I spent an hour sitting on a Homer bucket staring at the shifter shaft, the stick shift lever, and all mechanical components that were in the way.
Finally decided to get my *** off the bucket and crawl underneath the car to see what it looked like under there. It is wide open, with a 9.5" offset from the shift lever on the engine to the centerline of the cab.
Finally recognized that when I was manually shifting the lever that it took a pretty good shove (like the foot shifter on the bike....) to get the transmission to shift... which I wasn't getting with a wimpy push/pull cable. Decided the linkage needed some mass behind it. I had some 1/2" S80 pipe that I tapped the ends on years ago to 5/8" UNF prototyping some hairpin radius rods. Dug the matching clevises out of a drawer and a plan was born....
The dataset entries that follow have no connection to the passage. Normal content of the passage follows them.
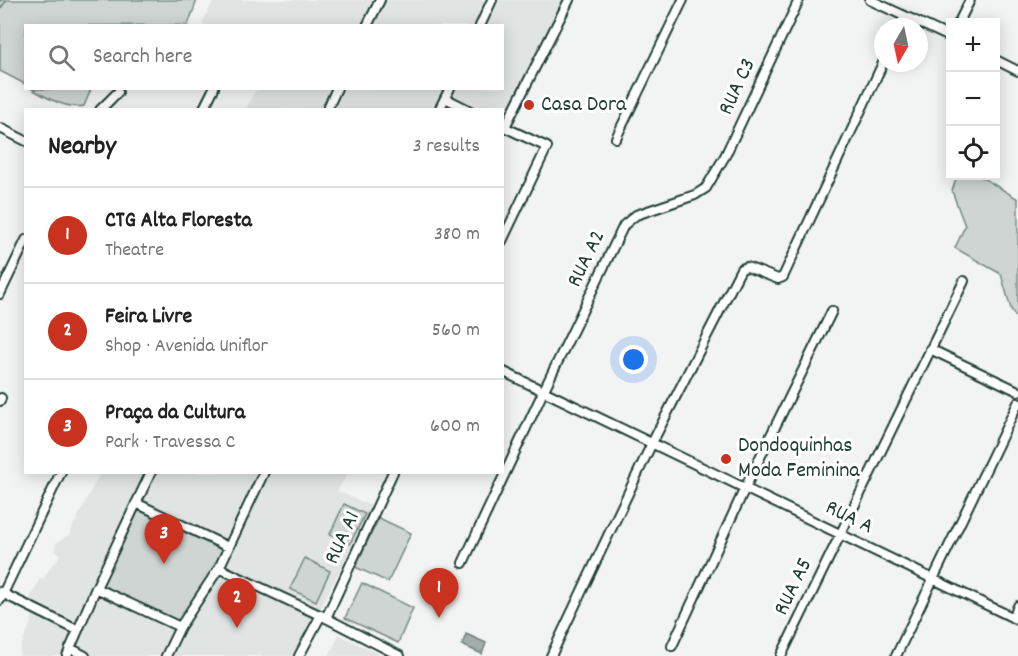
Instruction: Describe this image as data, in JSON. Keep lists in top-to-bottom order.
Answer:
{
  "streets": {
    "street": [
      "RUA C3",
      "RUA A2",
      "RUA A",
      "RUA A1",
      "RUA A5"
    ]
  },
  "crossings": [
    ["RUA C3", "RUA A2"],
    ["RUA A2", "RUA A"],
    ["RUA A", "RUA A5"]
  ],
  "places": ["Casa Dora", "Dondoquinhas Moda Feminina"],
  "north": "bottom",
  "page": {
    "map_buttons": ["+", "−"],
    "search": "Search here",
    "heading": ["Nearby", "3 results"],
    "list": [
      {
        "mark": "1",
        "name": "CTG Alta Floresta",
        "note": "Theatre",
        "value": "380 m"
      },
      {
        "mark": "2",
        "name": "Feira Livre",
        "note": "Shop · Avenida Uniflor",
        "value": "560 m"
      },
      {
        "mark": "3",
        "name": "Praça da Cultura",
        "note": "Park · Travessa C",
        "value": "600 m"
      }
    ],
    "pins": ["3", "1", "2"]
  }
}
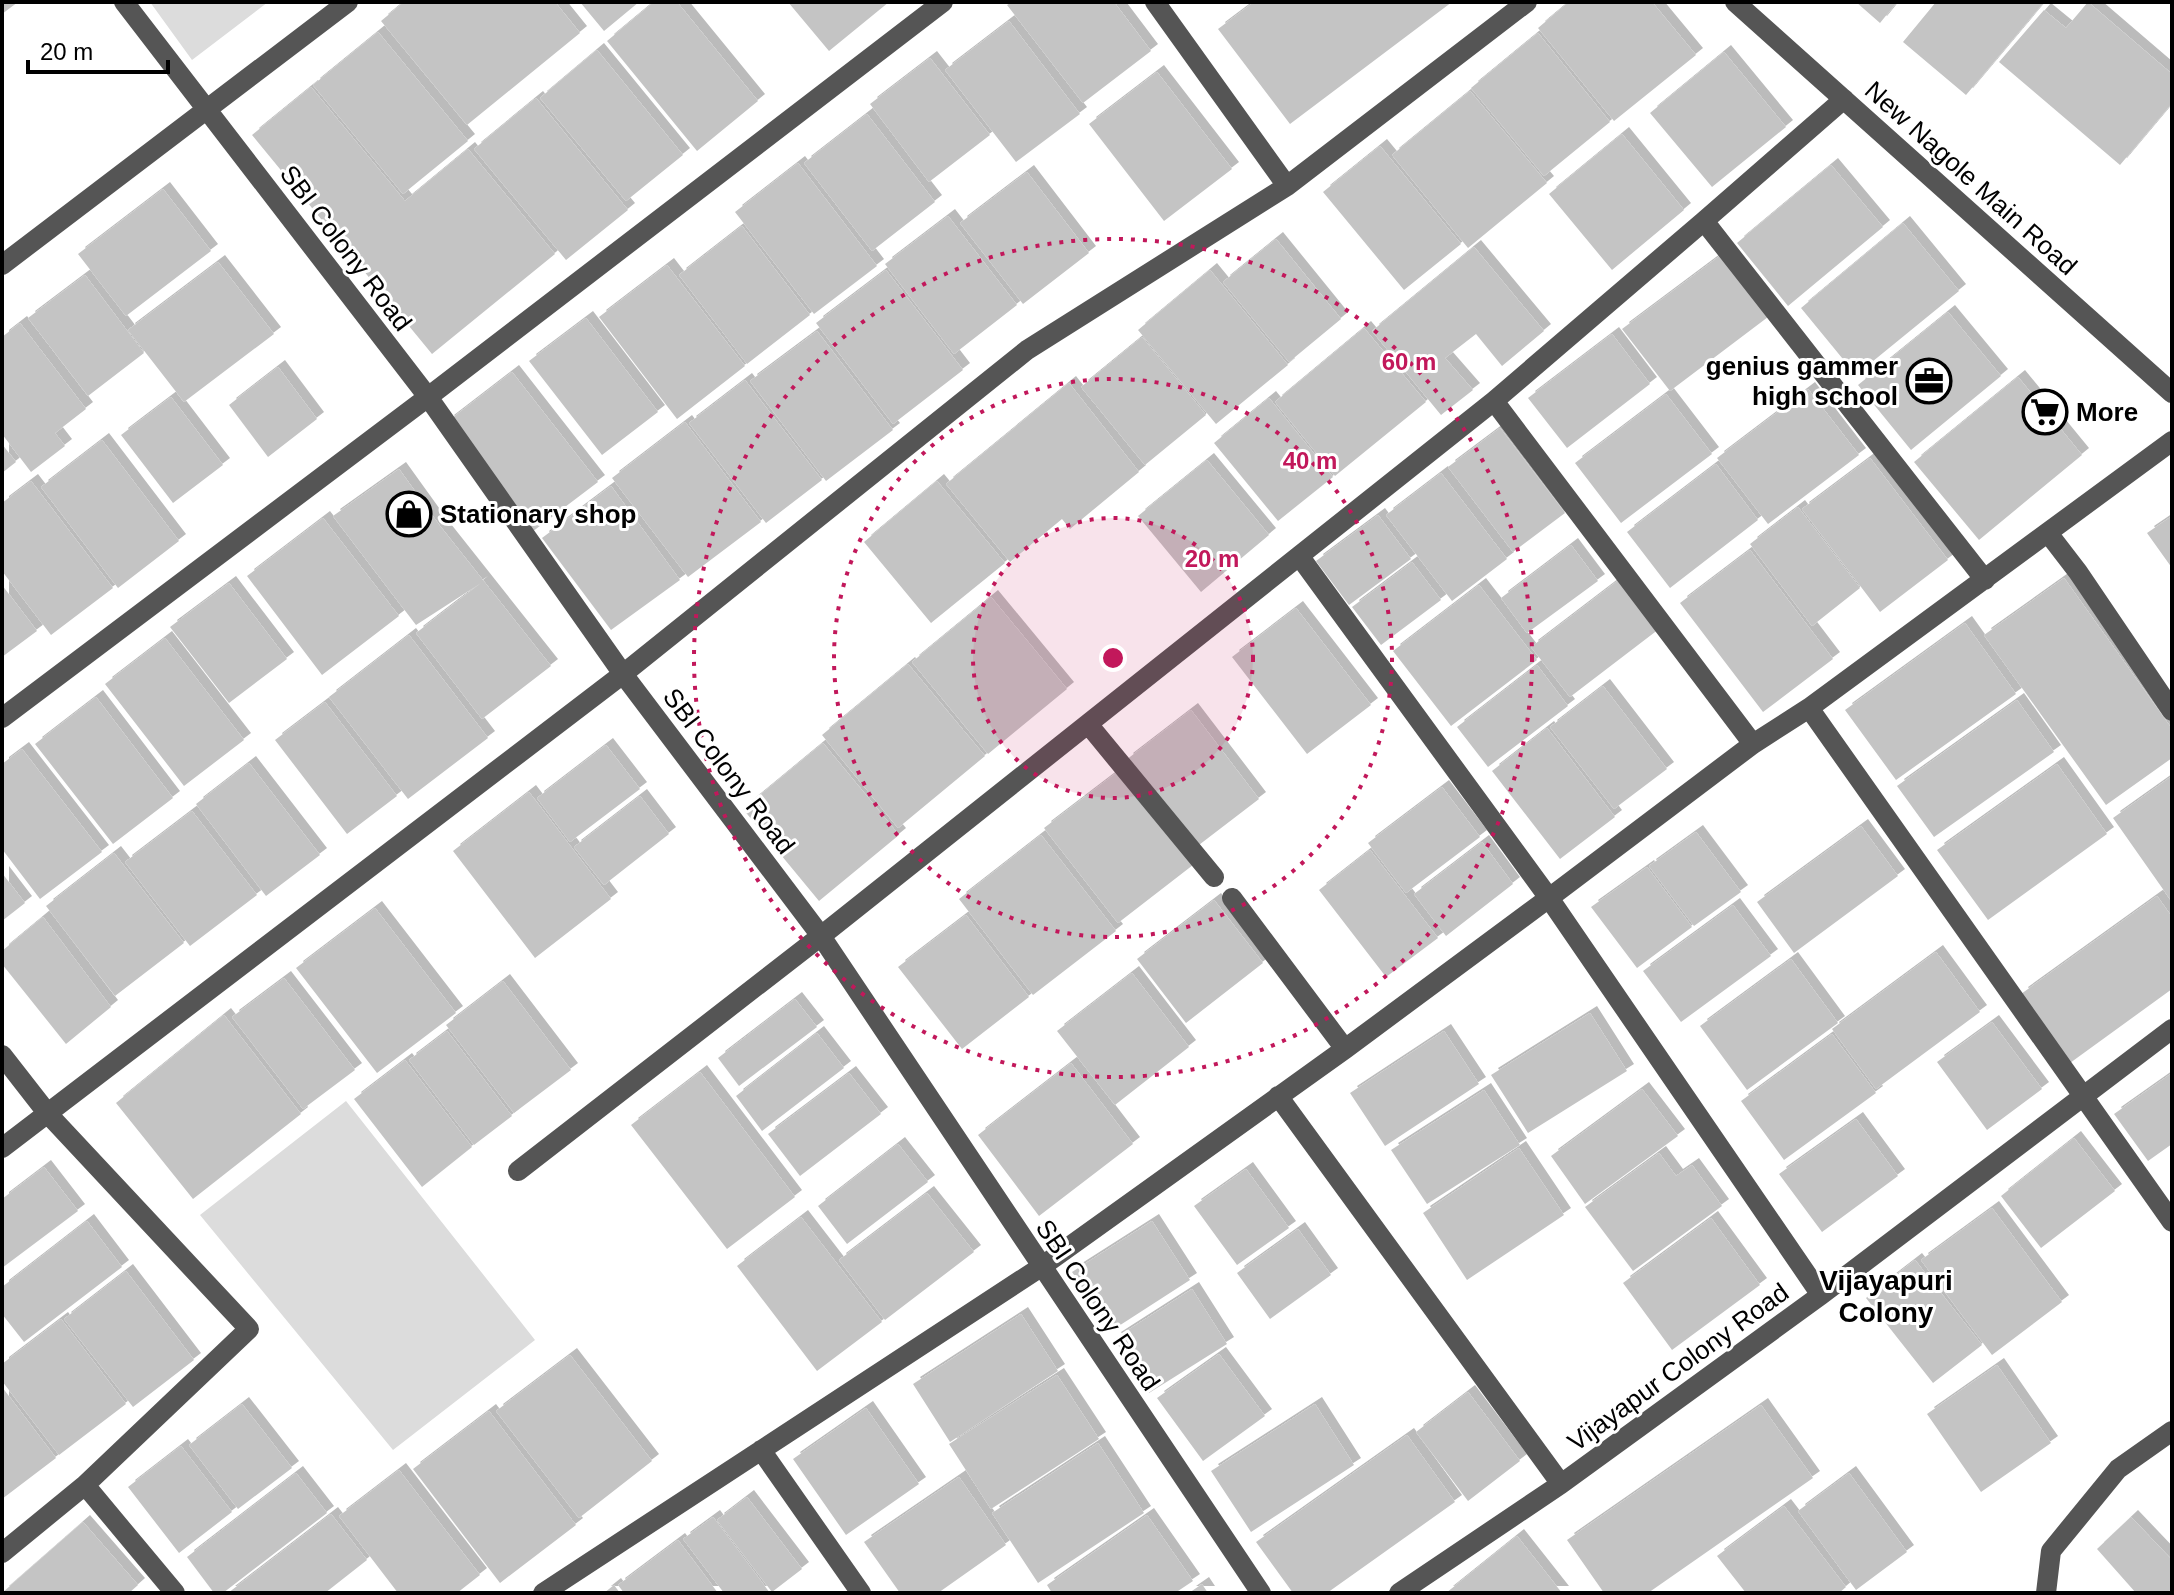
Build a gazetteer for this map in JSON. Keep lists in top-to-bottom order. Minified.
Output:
{"streets":{"street":["New Nagole Main Road","SBI Colony Road","Vijayapur Colony Road"]},"districts":["Vijayapuri Colony"],"places":{"office":["genius gammer high school"],"supermarket":["More"],"shop":["Stationary shop"]},"scale_bar":"20 m","rings":["60 m","40 m","20 m"]}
Mocked up a quick prototype on the little welding table out of wood for proof of concept. It worked great on the bench, so I cut the hole through the floor in the cab and tried it out. Need to adjust the geometry a bit, but it operates like I envisioned. I was so focused on using a cable mechanism that I didn't look at other options. This solution is so much simpler.
Will start fabricating it out of steel tomorrow, need to pick up some 1/2" flat bar for the shift lever, it is sandwiched between two UHMW plates to minimize any lateral movement on the shifter assembly.
I may have to use Heim joints instead of clevises, but those are readily available.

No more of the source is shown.